§ DATA SECTION
╔══
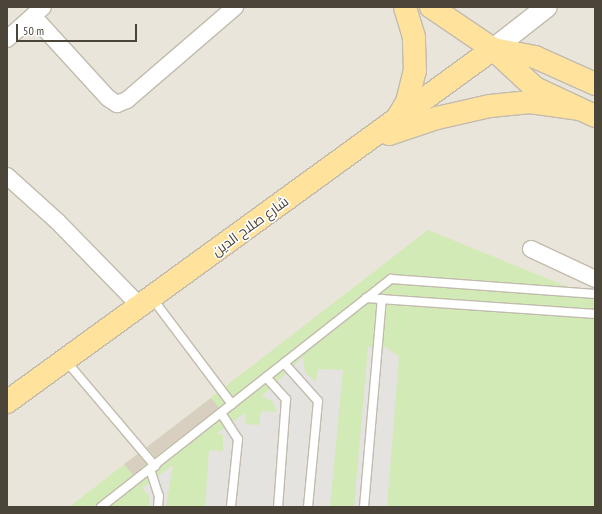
<!DOCTYPE html>
<html>
<head>
<meta charset="utf-8">
<style>
  body { margin:0 }
  #map { position:relative; width:602px; height:514px; overflow:hidden; background:#f6f3ec; font-family:"PT Sans Narrow",Cairo,sans-serif }
  div>[style] { position:absolute }
  [style*='--x'] { left:calc(var(--x)*1px); top:calc(var(--y)*1px); width:calc(var(--w)*1px); rotate:calc(var(--a)*1deg) }
  .residential>* { inset:0; background:#eae5da }
  .green>* { inset:0; background:#d2eab5 }
  .parking>* { inset:0; background:#e5e3e0 }
  .building>* { inset:0; background:#d8cfc1 }
  .roads { filter:drop-shadow(1px 0 #c2bbae) drop-shadow(-1px 0 #c2bbae) drop-shadow(0 1px #c2bbae) drop-shadow(0 -1px #c2bbae) }
  .service>* { height:8px; margin:-4px; padding:0 4px; transform-origin:4px; border-radius:4px; background:#fff }
  .minor>* { height:16px; margin:-8px; padding:0 8px; transform-origin:8px; border-radius:8px; background:#fff }
  .tertiary>* { height:20px; margin:-10px; padding:0 10px; transform-origin:10px; border-radius:10px; background:#fff }
  .primary>* { height:22px; margin:-11px; padding:0 11px; transform-origin:11px; border-radius:11px; background:#ffe39c }
  span { translate:-50% -50%; white-space:nowrap; text-align:center; line-height:1.15; -webkit-text-stroke:3px #fff; paint-order:stroke }
  .street-label { font-size:14px; color:#4b4439 }
  .frame { position:absolute; inset:0; border:8px solid #4b4439; pointer-events:none }
  .scale { position:absolute; left:16px; top:24px; width:121px; height:18px; box-sizing:border-box; border:2px solid #4b4439; border-top:0; padding-left:5px; font-size:12px; line-height:14px; white-space:nowrap; color:#4b4439; -webkit-text-stroke:3px #fff; paint-order:stroke }
</style>
</head>
<body>
<div id="map">
  <div class="residential">
    <div style="clip-path:polygon(7px 7px,595px 7px,595px 507px,7px 507px)"></div>
  </div>
  <div class="green">
    <div style="clip-path:polygon(428px 230px,595px 298px,595px 507px,69px 507px)"></div>
  </div>
  <div class="parking">
    <div style="clip-path:polygon(368px 347px,386px 347px,399px 357px,387px 507px,354px 507px)"></div>
    <div style="clip-path:polygon(303px 357px,305px 372px,316px 382px,318px 369px,343px 370px,330px 507px,205px 507px,209px 450px,223px 451px,223px 435px,217px 433px,245px 413px,245px 424px,259px 425px,261px 411px,277px 412px,272px 401px,262px 396px)"></div>
    <div style="clip-path:polygon(173px 465px,166px 507px,149px 507px,149px 496px,142px 488px)"></div>
  </div>
  <div class="building">
    <div style="clip-path:polygon(211px 398px,219px 408px,155px 457px,147px 447px)"></div>
    <div style="clip-path:polygon(138px 454px,146px 464px,133px 475px,124px 464px)"></div>
  </div>
  <div class="roads">
    <div class="service">
      <div style="--x:152;--y:298;--w:133;--a:53"></div>
      <div style="--x:366;--y:298;--w:230;--a:4"></div>
      <div style="--x:66;--y:361;--w:138;--a:49.7"></div>
      <div style="--x:284;--y:363;--w:51;--a:48.2"></div>
      <div style="--x:318;--y:401;--w:106;--a:95.4"></div>
      <div style="--x:266;--y:377;--w:30;--a:48"></div>
      <div style="--x:286;--y:399;--w:108;--a:94.2"></div>
      <div style="--x:221;--y:413;--w:31;--a:57"></div>
      <div style="--x:238;--y:439;--w:68;--a:95.9"></div>
      <div style="--x:150;--y:469;--w:28;--a:72"></div>
      <div style="--x:159;--y:496;--w:11;--a:95"></div>
      <div style="--x:101;--y:507;--w:369;--a:-38.2"></div>
      <div style="--x:391;--y:279;--w:205;--a:4.2"></div>
      <div style="--x:364;--y:507;--w:209;--a:-85.1"></div>
    </div>
    <div class="minor">
      <div style="--x:33;--y:16;--w:111;--a:47.6"></div>
      <div style="--x:108;--y:98;--w:11;--a:34"></div>
      <div style="--x:117;--y:104;--w:11;--a:-22"></div>
      <div style="--x:127;--y:100;--w:143;--a:-40.7"></div>
      <div style="--x:7;--y:39;--w:48;--a:-41.6"></div>
      <div style="--x:7;--y:176;--w:67;--a:42"></div>
      <div style="--x:57;--y:221;--w:119;--a:45.7"></div>
      <div style="--x:531;--y:249;--w:71;--a:25.1"></div>
    </div>
    <div class="tertiary">
      <div style="--x:493;--y:49;--w:68;--a:-37.9"></div>
    </div>
    <div class="primary">
      <div style="--x:431;--y:7;--w:75;--a:34.1"></div>
      <div style="--x:493;--y:49;--w:57;--a:42.9"></div>
      <div style="--x:535;--y:88;--w:66;--a:25"></div>
      <div style="--x:493;--y:49;--w:43;--a:10.8"></div>
      <div style="--x:535;--y:57;--w:66;--a:24.2"></div>
      <div style="--x:398;--y:117;--w:17;--a:-59"></div>
      <div style="--x:407;--y:102;--w:32;--a:-76"></div>
      <div style="--x:415;--y:71;--w:34;--a:-92"></div>
      <div style="--x:414;--y:37;--w:31;--a:-107"></div>
      <div style="--x:389;--y:134;--w:51;--a:-18.4"></div>
      <div style="--x:437;--y:118;--w:54;--a:-12.8"></div>
      <div style="--x:490;--y:106;--w:40;--a:-5.7"></div>
      <div style="--x:530;--y:102;--w:49;--a:8.1"></div>
      <div style="--x:7;--y:402;--w:601;--a:-35.99"></div>
    </div>
  </div>
  <div class="street-label">
    <span style="left:250px;top:226px;rotate:-36deg">شارع صلاح الدين</span>
  </div>
  <div class="frame"></div>
  <div class="scale">50 m</div>
</div>
</body>
</html>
╚══
§ REQUIREMENT
For each line above that includes "green", make a copy.

§ ANSWER TO THIS PROBLEM
  .green>* { inset:0; background:#d2eab5 }
  <div class="green">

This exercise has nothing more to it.